The Voltaire Foundation has a world-wide reputation as an academic publisher of ‘definitive’ scholarly editions; and it is a timely endeavour to seek to transfer that know-how from paper to the realm of the digital, and so rethink the critical edition in a new medium. Scholars of literature have long been familiar with critical editions in the form of print volumes, so it requires quite a leap to wonder how they might be conceived differently. How might we imagine the modern digital equivalent of what we used to call a ‘definitive’ edition? The very term ‘definitive’ is anachronistic, anchored to the age of print and of texts that were fixed (Shillingsburg Reference Shillingsburg2025). In truth, no scholarly edition ever says the last word, and we should rather speak of an ‘authoritative’ edition, one that is also ‘referenceable’, the edition of reference that scholars are expected to quote in their footnotes. The new digital edition that we are imagining will in addition be expandable and updatable, aiming to include and digest the latest critical thinking.

Voltaire provides an excellent subject for this experiment, firstly on account of the sheer size of the corpus of writings, and secondly because of their unparalleled variety. Voltaire composes in just about every known literary genre, and in addition there is his correspondence (over 21,000 letters), his working notebooks, and the marginalia: few writers offer more complex challenges. The aim to produce an authoritative digital edition of Voltaire’s collected writings is nothing if not ambitious.

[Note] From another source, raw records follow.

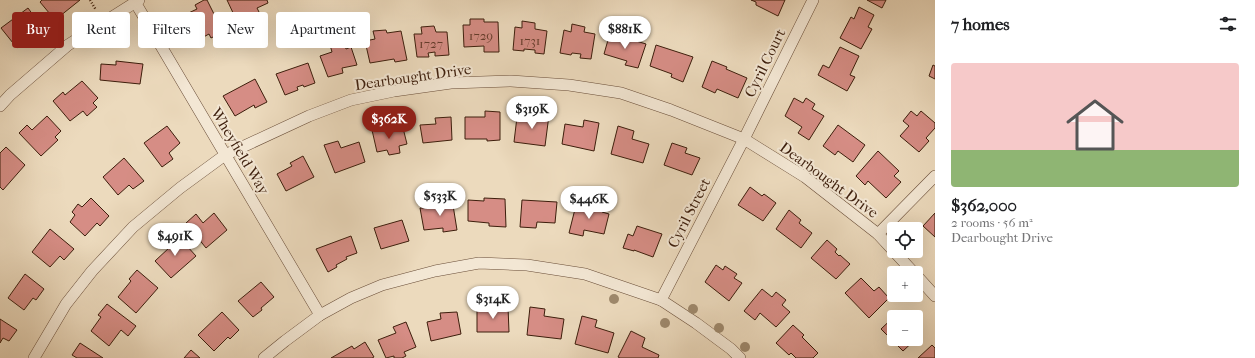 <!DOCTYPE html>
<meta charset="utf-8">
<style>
body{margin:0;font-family:"IM FELL French Canon",serif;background:#f2f2f2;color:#202124;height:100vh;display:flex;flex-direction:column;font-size:15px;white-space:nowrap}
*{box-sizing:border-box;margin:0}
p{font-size:13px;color:#757577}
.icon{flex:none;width:22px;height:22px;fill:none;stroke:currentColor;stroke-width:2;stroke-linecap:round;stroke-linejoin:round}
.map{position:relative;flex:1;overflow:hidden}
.details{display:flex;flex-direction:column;background:#fff;width:320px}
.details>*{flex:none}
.guide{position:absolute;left:12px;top:12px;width:380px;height:36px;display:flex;gap:8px}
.buttons{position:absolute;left:887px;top:222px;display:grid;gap:8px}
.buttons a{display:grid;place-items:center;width:36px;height:36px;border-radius:4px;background:#fff;box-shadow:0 4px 16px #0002;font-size:20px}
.price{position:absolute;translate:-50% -34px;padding:0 9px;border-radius:14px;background:#fff;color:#222;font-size:13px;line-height:26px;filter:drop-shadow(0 1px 2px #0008)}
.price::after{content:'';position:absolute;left:50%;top:24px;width:12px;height:9px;margin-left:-6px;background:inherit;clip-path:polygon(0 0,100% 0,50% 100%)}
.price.on{background:#8f2418;color:#fff}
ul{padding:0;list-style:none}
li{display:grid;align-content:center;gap:8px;height:212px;padding:0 16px}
li span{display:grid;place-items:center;height:124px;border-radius:4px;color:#555}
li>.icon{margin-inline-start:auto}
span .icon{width:72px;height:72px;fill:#fffc;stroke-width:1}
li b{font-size:17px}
h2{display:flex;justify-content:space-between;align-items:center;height:48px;padding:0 16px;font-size:17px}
.pill{padding:0 14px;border-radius:4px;background:#fff;box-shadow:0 4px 16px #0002;font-size:14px;line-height:36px}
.pill.on{background:#8f2418;color:#fff}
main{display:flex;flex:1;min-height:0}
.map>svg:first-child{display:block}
.building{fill:#d68d85;stroke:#3d1e0c}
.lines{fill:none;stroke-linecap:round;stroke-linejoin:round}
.minor-casing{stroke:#694d38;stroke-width:12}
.path{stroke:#3d1e0c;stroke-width:2.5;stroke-dasharray:1 2;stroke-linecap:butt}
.minor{stroke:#f3e7d4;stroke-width:11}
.tree{fill:#9e896d}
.labels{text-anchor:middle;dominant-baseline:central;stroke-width:4;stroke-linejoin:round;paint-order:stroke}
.number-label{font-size:13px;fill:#633a2a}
.street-label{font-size:15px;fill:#3d1e0c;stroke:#f3e7d4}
</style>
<main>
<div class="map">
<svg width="935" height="358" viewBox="0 0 935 358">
<rect width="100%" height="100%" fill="#ecdabd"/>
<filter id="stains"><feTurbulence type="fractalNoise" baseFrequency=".005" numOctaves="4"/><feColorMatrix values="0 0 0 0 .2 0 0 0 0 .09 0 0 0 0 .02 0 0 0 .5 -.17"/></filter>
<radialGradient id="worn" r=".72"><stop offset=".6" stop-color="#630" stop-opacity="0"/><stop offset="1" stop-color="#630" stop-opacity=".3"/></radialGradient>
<g class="building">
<polygon points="42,0 80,0 55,20 40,2"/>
<polygon points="204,0 207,0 223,32 211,38 209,34 198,40 195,35 189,38 178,18 197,9 195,5"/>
<polygon points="227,0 267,0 268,3 257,8 260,14 249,19 246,13 235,17"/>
<polygon points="751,0 785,0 778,16 756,5 756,2"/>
<polygon points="867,0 886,0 882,8"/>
<polygon points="859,7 874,15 868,27 872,29 861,49 840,38 851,17 854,19"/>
<polygon points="28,8 41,26 26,39 26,40 17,48 1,28"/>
<polygon points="470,19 484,19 484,22 498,22 499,52 484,52 484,46 464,47 463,25 470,25"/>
<polygon points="522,21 535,23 535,29 547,31 544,54 535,53 535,50 524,49 524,51 513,50 515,27 522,28"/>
<polygon points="572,24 585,27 584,32 595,34 591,59 580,58 581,54 572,53 571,55 560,53 564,30 571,32"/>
<polygon points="434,26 436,32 447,32 449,55 435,56 435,52 428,53 429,57 417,57 414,34 422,34 421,27"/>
<polygon points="386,30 387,33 401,31 407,60 395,62 394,59 370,63 365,41 375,39 373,31"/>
<polygon points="610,33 646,44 638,68 625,65 627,61 604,54"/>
<polygon points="343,41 346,49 351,47 357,65 342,68 343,73 328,77 320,56 332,52 330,45"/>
<polygon points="656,45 693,57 683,82 671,77 672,74 650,66"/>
<polygon points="840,47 859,56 850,75 855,77 847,91 818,75 823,65 829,68"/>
<polygon points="116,61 143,64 140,84 100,80 101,64 116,65"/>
<polygon points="712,61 727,67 726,69 747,78 738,98 717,89 715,93 702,87"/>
<polygon points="308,63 315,83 304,87 303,85 297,87 298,90 285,95 276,74"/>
<polygon points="933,65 935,66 935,79 929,76"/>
<polygon points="255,79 267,102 255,108 254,105 235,116 223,96"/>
<polygon points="82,81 98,98 93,103 97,107 87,116 83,111 70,121 53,101 63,92 65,95"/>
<polygon points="794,98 803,103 806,98 815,104 812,109 824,116 809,140 798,133 802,127 785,116"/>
<polygon points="485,111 500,112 500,140 487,141 487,139 465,139 465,117 485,117"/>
<polygon points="911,111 917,116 921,111 935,123 935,128 926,138 929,141 919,152 900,136 909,126 903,121"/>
<polygon points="534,113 549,115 545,146 514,142 517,117 533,119"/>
<polygon points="47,116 61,131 55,137 58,140 41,156 19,133 27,125 32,130"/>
<polygon points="451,117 452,140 423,143 420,125 436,124 435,118"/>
<polygon points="584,120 599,123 594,151 562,144 565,124 583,127"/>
<polygon points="838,125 865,145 853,162 838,151 835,155 823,146"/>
<polygon points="167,126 180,143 169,153 173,159 162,167 144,143"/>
<polygon points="618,126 634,131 632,139 649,144 643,163 611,154"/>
<polygon points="386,127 387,131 403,128 407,144 399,146 400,153 389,155 387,150 377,152 372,130"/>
<polygon points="338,141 341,148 359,142 365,162 335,173 324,145"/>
<polygon points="672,143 687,148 685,153 700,158 692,175 664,165"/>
<polygon points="6,147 25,165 3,190 0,187 0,153"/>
<polygon points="878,151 899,171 894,176 901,182 886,198 868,181 865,185 856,176"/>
<polygon points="303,156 314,177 286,191 277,174 292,166 290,163"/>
<polygon points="124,158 144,181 133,189 129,185 118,195 103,177"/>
<polygon points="750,187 762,196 764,194 776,203 763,221 738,205"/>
<polygon points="91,198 109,216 100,226 97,223 85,236 70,222 75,215 72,212 78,204 82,207"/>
<polygon points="484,198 505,199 506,227 489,226 489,223 468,221 468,200 484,201"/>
<polygon points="442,199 452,199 457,230 443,232 443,228 424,230 420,208 433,208 433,205 443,204"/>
<polygon points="522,200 557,202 555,223 537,222 536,228 520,227"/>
<polygon points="590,203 602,206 602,212 609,214 604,234 584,230 583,236 569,233 576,205 589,209"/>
<polygon points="789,210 801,220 799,223 812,233 801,248 776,229"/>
<polygon points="214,213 227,230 206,248 186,223 196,214 203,223"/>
<polygon points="935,213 935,237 923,226"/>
<polygon points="402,220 409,241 381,249 374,228"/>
<polygon points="637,226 662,234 653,257 634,250 634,251 623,248 628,234 633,236"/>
<polygon points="50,229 74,249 64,260 60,256 50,267 32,252"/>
<polygon points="177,235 196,256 171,278 155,261 170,247 167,244"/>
<polygon points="351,236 357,253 346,257 347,259 336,265 337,267 328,272 316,249"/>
<polygon points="827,240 837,249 835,252 839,256 840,255 850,264 836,279 811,258"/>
<polygon points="716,265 723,270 725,266 737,274 734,278 742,283 729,301 705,282"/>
<polygon points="137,270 158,288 136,313 118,297 131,281 129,279"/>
<polygon points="25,274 44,289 36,300 33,298 24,310 8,298"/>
<polygon points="861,278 874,291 879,287 889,298 869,318 845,293"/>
<polygon points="261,282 274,297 261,308 262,310 253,317 238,301"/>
<polygon points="762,289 772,297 776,292 786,300 782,305 790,312 776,327 760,313 755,320 744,311"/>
<polygon points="107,304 136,326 128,336 121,330 109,346 91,331 101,317 98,315"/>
<polygon points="495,307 508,307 509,332 477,332 477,310 495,310"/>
<polygon points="530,307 545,309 544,316 564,319 561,339 527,335"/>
<polygon points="900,311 907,317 894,317 894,339 917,338 903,351 881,329"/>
<polygon points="222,312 239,330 230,339 228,337 214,351 198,335"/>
<polygon points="457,312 461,334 431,341 427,322 441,319 440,313"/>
<polygon points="582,316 597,320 595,327 614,333 608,353 575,344"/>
<polygon points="0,319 17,330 9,341 3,338 0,343"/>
<polygon points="406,322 416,347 404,352 406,356 402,358 394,358 394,356 386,358 378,340 396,333 393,327"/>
<polygon points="793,325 804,335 802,337 818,353 813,358 796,358 791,353 789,355 776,343"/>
<polygon points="631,331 645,338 642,347 659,355 658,358 620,358 618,357"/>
<polygon points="365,342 374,357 372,358 331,358 352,346 354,349"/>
<polygon points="80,343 103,358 77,358 72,355"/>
<polygon points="932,345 935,348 935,358 918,358"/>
<polygon points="191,350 200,358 184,358"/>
</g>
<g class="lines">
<g class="minor-casing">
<g id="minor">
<polyline points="135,2 320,315"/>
<polyline points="0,106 10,95 68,45 139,0"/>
<polyline points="878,234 935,176"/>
<polyline points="916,275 935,296"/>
<polyline points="661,300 744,139 813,0"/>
<polyline points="34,358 66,304 92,271 133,227 180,188 225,155 309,116 351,100 394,91 451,83 511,81 569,85 621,93 671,110 744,139 805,177 878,234 914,273"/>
<polyline points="264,358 285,341 320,315 351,298 382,285 435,271 479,263 527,265 585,274 661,300 696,323 731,349 740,358"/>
</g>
</g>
<polyline class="path" points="90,0 96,10"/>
<use href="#minor" class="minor"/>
</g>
<g class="tree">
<circle cx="614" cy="299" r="5"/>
<circle cx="693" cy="309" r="5"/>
<circle cx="665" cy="323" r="5"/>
<circle cx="719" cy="328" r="5"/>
<circle cx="745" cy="347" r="5"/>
</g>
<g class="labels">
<g class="number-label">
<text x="481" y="35">1729</text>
<text x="530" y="40">1731</text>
<text x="431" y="43">1727</text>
</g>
<g class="street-label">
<text transform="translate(765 63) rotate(-64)">Cyril Court</text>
<text transform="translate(413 77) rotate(-8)">Dearbought Drive</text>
<text transform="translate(240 151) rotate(59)">Wheyfield Way</text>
<text transform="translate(829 180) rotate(36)">Dearbought Drive</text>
<text transform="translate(689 213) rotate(-63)">Cyril Street</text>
</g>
</g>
<rect width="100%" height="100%" filter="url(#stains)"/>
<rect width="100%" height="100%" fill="url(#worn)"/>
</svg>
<div class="buttons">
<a><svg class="icon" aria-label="locate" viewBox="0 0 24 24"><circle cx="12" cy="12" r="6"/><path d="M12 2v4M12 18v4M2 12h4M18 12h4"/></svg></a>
<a>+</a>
<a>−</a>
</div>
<b class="price" style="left:625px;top:50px">$881K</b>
<b class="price" style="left:532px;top:130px">$319K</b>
<b class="price on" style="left:389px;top:140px">$362K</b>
<b class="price" style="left:440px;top:217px">$533K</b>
<b class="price" style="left:589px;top:220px">$446K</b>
<b class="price" style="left:175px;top:257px">$491K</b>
<b class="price" style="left:493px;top:320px">$314K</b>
<div class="guide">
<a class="pill on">Buy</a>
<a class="pill">Rent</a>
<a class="pill">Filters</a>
<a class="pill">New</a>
<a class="pill">Apartment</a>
</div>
</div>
<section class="details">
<h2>7 homes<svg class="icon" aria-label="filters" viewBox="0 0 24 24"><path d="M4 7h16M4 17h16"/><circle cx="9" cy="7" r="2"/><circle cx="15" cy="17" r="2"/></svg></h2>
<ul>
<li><span style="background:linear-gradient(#f6c9c9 70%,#8fb573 0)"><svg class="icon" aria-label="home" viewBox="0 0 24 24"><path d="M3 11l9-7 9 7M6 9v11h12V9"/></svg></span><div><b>$362,000</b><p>2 rooms · 56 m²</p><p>Dearbought Drive</p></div></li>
</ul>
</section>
</main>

An important question before we go any further: the name! What do we call the digital reinvention of the Complete Works of Voltaire? During the early development of the project, the research team referred to it as Digital Voltaire. However, in discussion with two British university presses who were both potential distributors of the product, we were told the same thing: if we wished the name of the digital product to convey a sense of heft and authority, it would be best to avoid altogether the word ‘digital’ and synonyms like ‘electronic’. To use the name of the publisher, Voltaire Foundation, would have created a clumsy and repetitive title, so in the end the research team chose Oxford University Voltaire, to be known also by its abbreviation, OV.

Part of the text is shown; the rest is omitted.